Ни хрена себе хлопок! Я чуть не оглох. Меня взрывной волной на землю бросило. Любимые очки - вдребезги! Из окон стёкла градом посыпались. Ну, все врассыпную, и я за компанию. Стадное чувство коллективного страха, понимаешь? А вокруг оцепление, как будто в курсе были, что бумкнет. Шмонали на месте. Ну, конечно, у меня в портфеле, как назло, куча батареек для пультов и телефонов, провода для телефона и компьютера - кошка перегрызла. Они почему-то любят полихлорвенил. На радиорынок специально за всей этой байдой ездил. Сэкономил, б..ть! А у меня еще на указательном пальце шрам, достаточно свежий, в уголке между первой и второй фалангами. Сигаретой прижёг. Волдырь только сошел. Вот, видишь?
- Ну так понятно же, что ожег. Они там чё совсем охренели?

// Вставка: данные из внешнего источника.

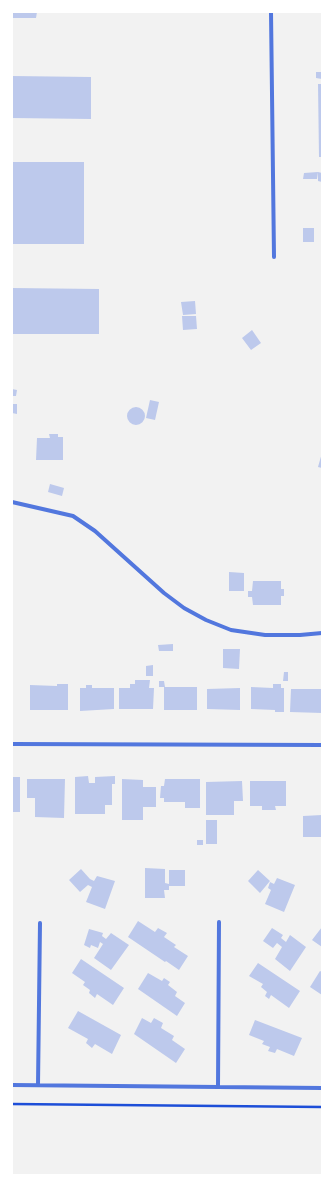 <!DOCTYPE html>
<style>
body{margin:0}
#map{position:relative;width:334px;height:1187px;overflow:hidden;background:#f2f2f2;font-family:"Exo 2",sans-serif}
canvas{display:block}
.frame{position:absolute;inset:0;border:13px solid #fff;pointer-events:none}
</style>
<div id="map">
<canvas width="334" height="1187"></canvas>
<div class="frame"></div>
</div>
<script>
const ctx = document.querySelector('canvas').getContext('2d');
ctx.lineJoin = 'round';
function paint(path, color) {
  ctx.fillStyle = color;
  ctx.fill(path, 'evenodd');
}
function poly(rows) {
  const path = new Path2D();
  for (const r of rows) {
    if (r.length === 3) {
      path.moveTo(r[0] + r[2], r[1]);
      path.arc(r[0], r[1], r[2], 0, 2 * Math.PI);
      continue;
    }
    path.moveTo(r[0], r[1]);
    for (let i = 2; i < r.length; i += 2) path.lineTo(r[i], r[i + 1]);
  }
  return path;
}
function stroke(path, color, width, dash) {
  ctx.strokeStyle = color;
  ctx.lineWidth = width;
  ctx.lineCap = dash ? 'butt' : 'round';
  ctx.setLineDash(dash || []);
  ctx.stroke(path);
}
paint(poly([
 [12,12,37,12,36,18,12,18],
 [316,72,322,72,322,79,316,78],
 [12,76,91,77,91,119,12,118],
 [318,84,322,84,322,157,319,157],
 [12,162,84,162,84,244,12,244],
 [318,172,317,179,303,179,304,173],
 [318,172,322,173,322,182,318,181],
 [303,228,314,228,314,242,303,242],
 [12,288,99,289,99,334,12,334],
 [195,301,196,314,183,315,181,302],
 [182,316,196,316,197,329,183,330],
 [252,330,261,343,251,350,242,338],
 [12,389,17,390,16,396,12,396],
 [150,400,159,402,155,420,146,418],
 [12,404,17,404,17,414,12,413],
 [136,416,9],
 [49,434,58,434,58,437,63,437,63,460,36,460,37,438,50,438],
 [322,453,322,468,318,467],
 [50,484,64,488,62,496,48,492],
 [229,572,244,573,244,591,229,591],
 [253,581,281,581,281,589,284,589,284,596,281,596,281,605,253,605,252,597,248,597,248,591,252,591],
 [173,644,173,651,159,651,158,645],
 [223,649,240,649,239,669,223,668],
 [153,665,153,676,146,676,146,666],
 [284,672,288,672,288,681,283,681],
 [135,680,150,680,149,688,154,688,153,709,119,709,119,688,130,688,130,684,135,684],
 [159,681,164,681,165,687,159,687],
 [57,684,68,684,68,710,30,710,30,685,57,686],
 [273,684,281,684,281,688,284,688,284,712,275,712,275,710,251,709,251,687,273,688],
 [86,685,92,685,92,688,114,688,114,709,80,711,80,688,86,688],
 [164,687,197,687,197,710,164,710],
 [240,688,240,710,207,709,207,689],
 [291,689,322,689,322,713,290,712],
 [88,776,89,783,95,783,95,777,115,776,115,784,112,784,112,805,105,805,105,814,75,814,75,777],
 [12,777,20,777,20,812,12,812],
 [27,779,65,779,64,818,35,817,35,798,27,798],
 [122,779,143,780,143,787,156,787,156,807,143,807,143,820,122,820],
 [165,779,200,779,200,808,185,808,185,802,164,802,164,798,160,798,161,786,164,786],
 [242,781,243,801,234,801,234,815,206,815,206,782],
 [250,781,286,781,286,806,275,806,276,810,262,810,262,806,250,806],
 [322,815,322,837,303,837,303,816],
 [206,820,217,820,217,844,206,844],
 [197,840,203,840,203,845,197,845],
 [145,868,165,869,165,883,169,884,169,870,185,870,185,886,169,886,169,890,164,890,165,898,145,898],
 [81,869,90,879,94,881,97,876,115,881,105,909,86,902,92,887,88,885,80,892,69,880],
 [258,870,270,881,260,893,248,881],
 [277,878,295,885,284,912,265,904,271,890,268,888,270,882,274,884],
 [138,921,155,932,158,928,167,933,164,937,176,945,174,947,188,956,179,970,166,961,165,962,128,937],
 [322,927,322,947,312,940],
 [272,928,283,935,281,938,286,942,290,935,306,947,290,971,275,959,282,947,277,943,273,948,263,941],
 [89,929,103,933,102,936,106,939,111,933,129,945,111,970,94,958,103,944,100,942,98,948,91,945,90,948,84,945],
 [81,959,124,988,113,1005,97,994,95,998,89,993,90,990,83,985,85,982,72,973],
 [258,963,300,991,289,1008,271,995,269,999,265,996,267,992,261,987,263,984,249,976],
 [320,971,322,972,322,995,310,987],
 [148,973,162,981,164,978,170,982,168,985,177,992,175,996,185,1003,177,1016,138,989],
 [78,1011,121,1035,112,1054,95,1044,92,1048,86,1043,88,1039,68,1028],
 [142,1018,151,1023,154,1018,163,1023,161,1028,174,1036,172,1040,185,1049,176,1063,134,1034],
 [255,1020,302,1038,294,1056,277,1049,275,1053,268,1051,270,1047,262,1044,264,1041,249,1035]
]), '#bdc9ec');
stroke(poly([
 [12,1104,322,1107]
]), '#1d4ed8', 2.5);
stroke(poly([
 [271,12,274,257],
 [12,502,73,516,95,531,164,593,184,608,206,620,231,630,265,635,300,635,322,633],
 [12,744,322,745],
 [12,1085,322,1088],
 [38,1085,40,923],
 [218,1087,219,922]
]), '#5277de', 4);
</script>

- Ага! Говорят - это у меня от частого использования «калаша». А я первый и последний раз из автомата еще в школе на НВП стрелял. А от меня, главное, ещё и дымом от тротила сильно несёт. Спецовчарка, что стояла неподалеку, чуть не повесилась на поводке - так на меня кидалась! Двое ВВшников еле удержали. Но главное - это то, что какая-то слепая старушка лет ста, сказала им, что за полминуты до взрыва, видела, как я бросил какой-то сверток в ту самую урну, которая рванула. И ещё одна толстая тётка с пирожком во рту это подтвердила. У страха, как говорится, глаза велики. А я просто достал из пачки последнюю сигарету, а пустую пачку,как культурный человек, бросил в урну. Такие дела. Даже прикурить не успел.
Парень протянул мне сигарету /спасибо/ и сказал:
- В общем так. Сейчас мы все организованно роем тебе могилу, бросаем
туда какой-нибудь мусор, закапываем, стреляем в воздух, и ты бежишь.
Вижу, что не виноват. А чё с лицом-то? Думаешь, шучу?
Похоже, что не шутит. Ухмылка вполне естественная для его положения. Во что, интересно, он играет?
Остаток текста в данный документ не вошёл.